Ring-Attention ([arxiv paper](https://arxiv.org/abs/2310.01889)) splits the input along the sequence dimension and uses ring-based P2P communication to accumulate attention results. Unlike Ulysses-SP which uses all-to-all communication, Ring-Attention keeps the sequence dimension sharded throughout the computation and circulates Key/Value blocks through a ring topology.

##### Offline Inference

An example of offline inference script using Ring-Attention is shown below:
```python
from vllm_omni import Omni
from vllm_omni.inputs.data import OmniDiffusionSamplingParams
from vllm_omni.diffusion.data import DiffusionParallelConfig
ring_degree = 2

omni = Omni(
    model="Qwen/Qwen-Image",
    parallel_config=DiffusionParallelConfig(ring_degree=2)
)

outputs = omni.generate(
    "A cat sitting on a windowsill",
    OmniDiffusionSamplingParams(num_inference_steps=50, width=2048, height=2048),
)
```

See `examples/offline_inference/text_to_image/text_to_image.py` for a complete working example.


##### Online Serving

You can enable Ring-Attention in online serving for diffusion models via `--ring`:

```bash
# Text-to-image (requires >= 2 GPUs)
vllm serve Qwen/Qwen-Image --omni --port 8091 --ring 2
```

##### Benchmarks
!!! note "Benchmark Disclaimer"
    These benchmarks are provided for **general reference only**. The configurations shown use default or common parameter settings and have not been exhaustively optimized for maximum performance.
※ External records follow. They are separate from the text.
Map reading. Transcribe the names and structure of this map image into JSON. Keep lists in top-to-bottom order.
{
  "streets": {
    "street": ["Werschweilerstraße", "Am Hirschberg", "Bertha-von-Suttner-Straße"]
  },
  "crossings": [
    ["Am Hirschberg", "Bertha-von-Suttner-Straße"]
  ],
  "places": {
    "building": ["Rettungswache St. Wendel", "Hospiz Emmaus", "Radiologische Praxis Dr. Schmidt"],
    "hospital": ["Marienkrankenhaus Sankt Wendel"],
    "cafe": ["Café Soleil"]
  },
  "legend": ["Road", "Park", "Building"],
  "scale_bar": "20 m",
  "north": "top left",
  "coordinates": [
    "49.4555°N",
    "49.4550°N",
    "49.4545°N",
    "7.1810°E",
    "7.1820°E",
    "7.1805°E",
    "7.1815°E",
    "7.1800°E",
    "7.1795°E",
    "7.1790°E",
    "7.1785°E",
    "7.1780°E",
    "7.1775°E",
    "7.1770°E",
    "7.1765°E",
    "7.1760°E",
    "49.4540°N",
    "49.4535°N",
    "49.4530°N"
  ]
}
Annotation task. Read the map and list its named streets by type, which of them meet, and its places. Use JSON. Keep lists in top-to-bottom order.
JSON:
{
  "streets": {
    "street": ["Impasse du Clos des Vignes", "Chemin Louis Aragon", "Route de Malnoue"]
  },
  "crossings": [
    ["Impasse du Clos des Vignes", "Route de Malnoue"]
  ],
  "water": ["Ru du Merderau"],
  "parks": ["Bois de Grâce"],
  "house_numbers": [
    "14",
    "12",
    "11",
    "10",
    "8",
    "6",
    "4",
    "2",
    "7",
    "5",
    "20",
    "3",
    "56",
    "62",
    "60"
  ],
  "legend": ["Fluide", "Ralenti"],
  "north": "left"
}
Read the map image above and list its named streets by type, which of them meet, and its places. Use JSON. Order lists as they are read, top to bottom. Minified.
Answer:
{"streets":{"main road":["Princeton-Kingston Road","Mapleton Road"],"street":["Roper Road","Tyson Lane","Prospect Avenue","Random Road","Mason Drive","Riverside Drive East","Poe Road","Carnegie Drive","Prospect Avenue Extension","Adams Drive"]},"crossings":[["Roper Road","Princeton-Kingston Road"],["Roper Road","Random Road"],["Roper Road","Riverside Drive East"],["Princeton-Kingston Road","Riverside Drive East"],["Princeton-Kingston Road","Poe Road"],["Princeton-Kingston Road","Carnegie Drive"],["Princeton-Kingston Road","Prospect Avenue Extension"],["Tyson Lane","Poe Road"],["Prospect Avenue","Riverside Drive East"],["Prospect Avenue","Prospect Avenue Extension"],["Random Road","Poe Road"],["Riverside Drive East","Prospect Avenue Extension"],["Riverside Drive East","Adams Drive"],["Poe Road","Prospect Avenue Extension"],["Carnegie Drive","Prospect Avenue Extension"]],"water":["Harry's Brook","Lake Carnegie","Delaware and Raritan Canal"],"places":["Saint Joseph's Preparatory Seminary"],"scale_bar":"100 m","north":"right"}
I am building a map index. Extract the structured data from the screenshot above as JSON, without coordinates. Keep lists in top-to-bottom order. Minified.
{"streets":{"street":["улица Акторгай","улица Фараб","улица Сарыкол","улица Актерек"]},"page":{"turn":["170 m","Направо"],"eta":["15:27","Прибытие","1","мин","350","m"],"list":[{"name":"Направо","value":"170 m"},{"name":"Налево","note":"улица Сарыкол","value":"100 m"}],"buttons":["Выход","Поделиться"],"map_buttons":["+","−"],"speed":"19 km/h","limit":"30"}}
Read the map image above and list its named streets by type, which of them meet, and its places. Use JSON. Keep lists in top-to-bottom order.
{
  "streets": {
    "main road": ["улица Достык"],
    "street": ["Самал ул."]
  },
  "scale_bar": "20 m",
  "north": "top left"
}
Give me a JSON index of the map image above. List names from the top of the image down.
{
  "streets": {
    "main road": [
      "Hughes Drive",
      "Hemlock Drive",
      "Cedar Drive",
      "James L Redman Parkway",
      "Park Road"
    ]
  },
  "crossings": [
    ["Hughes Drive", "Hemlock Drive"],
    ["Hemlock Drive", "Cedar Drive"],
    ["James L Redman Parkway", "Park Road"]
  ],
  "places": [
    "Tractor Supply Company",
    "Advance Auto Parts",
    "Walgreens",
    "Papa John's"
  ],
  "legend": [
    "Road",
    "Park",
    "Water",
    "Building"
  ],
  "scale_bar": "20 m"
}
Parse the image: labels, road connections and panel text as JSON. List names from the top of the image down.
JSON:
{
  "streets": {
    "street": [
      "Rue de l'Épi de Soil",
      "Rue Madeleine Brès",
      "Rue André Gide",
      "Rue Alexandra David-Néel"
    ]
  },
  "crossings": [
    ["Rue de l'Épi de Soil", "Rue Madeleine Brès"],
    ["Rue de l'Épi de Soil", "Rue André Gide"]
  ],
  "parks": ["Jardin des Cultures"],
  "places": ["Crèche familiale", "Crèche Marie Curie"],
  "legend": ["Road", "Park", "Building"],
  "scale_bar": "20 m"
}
Actual performance may vary based on:

    - Specific model and use case
    - Hardware configuration
    - Careful parameter tuning
    - Different inference settings (e.g., number of steps, image resolution)


To measure the parallelism methods, we run benchmarks with **Qwen/Qwen-Image** model generating images (**1024x1024** as long sequence input) with 50 inference steps. The hardware devices are NVIDIA A100 GPUs. `flash_attn` is the attention backends.

| Configuration | Ring degree |Generation Time | Speedup |
|---------------|----------------|---------|---------|
| **Baseline (diffusers)** | - | 45.2s | 1.0x |
| Ring-Attention  |  2  |  29.9s | 1.51x |
| Ring-Attention  |  4  | 23.3s | 1.94x |


#### Hybrid Ulysses + Ring

You can combine both Ulysses-SP and Ring-Attention for larger scale parallelism. The total sequence parallel size equals `ulysses_degree × ring_degree`.

##### Offline Inference

```python
from vllm_omni import Omni
from vllm_omni.inputs.data import OmniDiffusionSamplingParams
from vllm_omni.diffusion.data import DiffusionParallelConfig

# Hybrid: 2 Ulysses × 2 Ring = 4 GPUs total
omni = Omni(
    model="Qwen/Qwen-Image",
    parallel_config=DiffusionParallelConfig(ulysses_degree=2, ring_degree=2)
)

outputs = omni.generate(
    "A cat sitting on a windowsill",
    OmniDiffusionSamplingParams(num_inference_steps=50, width=2048, height=2048),
)
```

##### Online Serving

```bash
# Text-to-image (requires >= 4 GPUs)
vllm serve Qwen/Qwen-Image --omni --port 8091 --usp 2 --ring 2
```

##### Benchmarks
!!! note "Benchmark Disclaimer"
    These benchmarks are provided for **general reference only**. The configurations shown use default or common parameter settings and have not been exhaustively optimized for maximum performance. Actual performance may vary based on:

    - Specific model and use case
    - Hardware configuration
    - Careful parameter tuning
    - Different inference settings (e.g., number of steps, image resolution)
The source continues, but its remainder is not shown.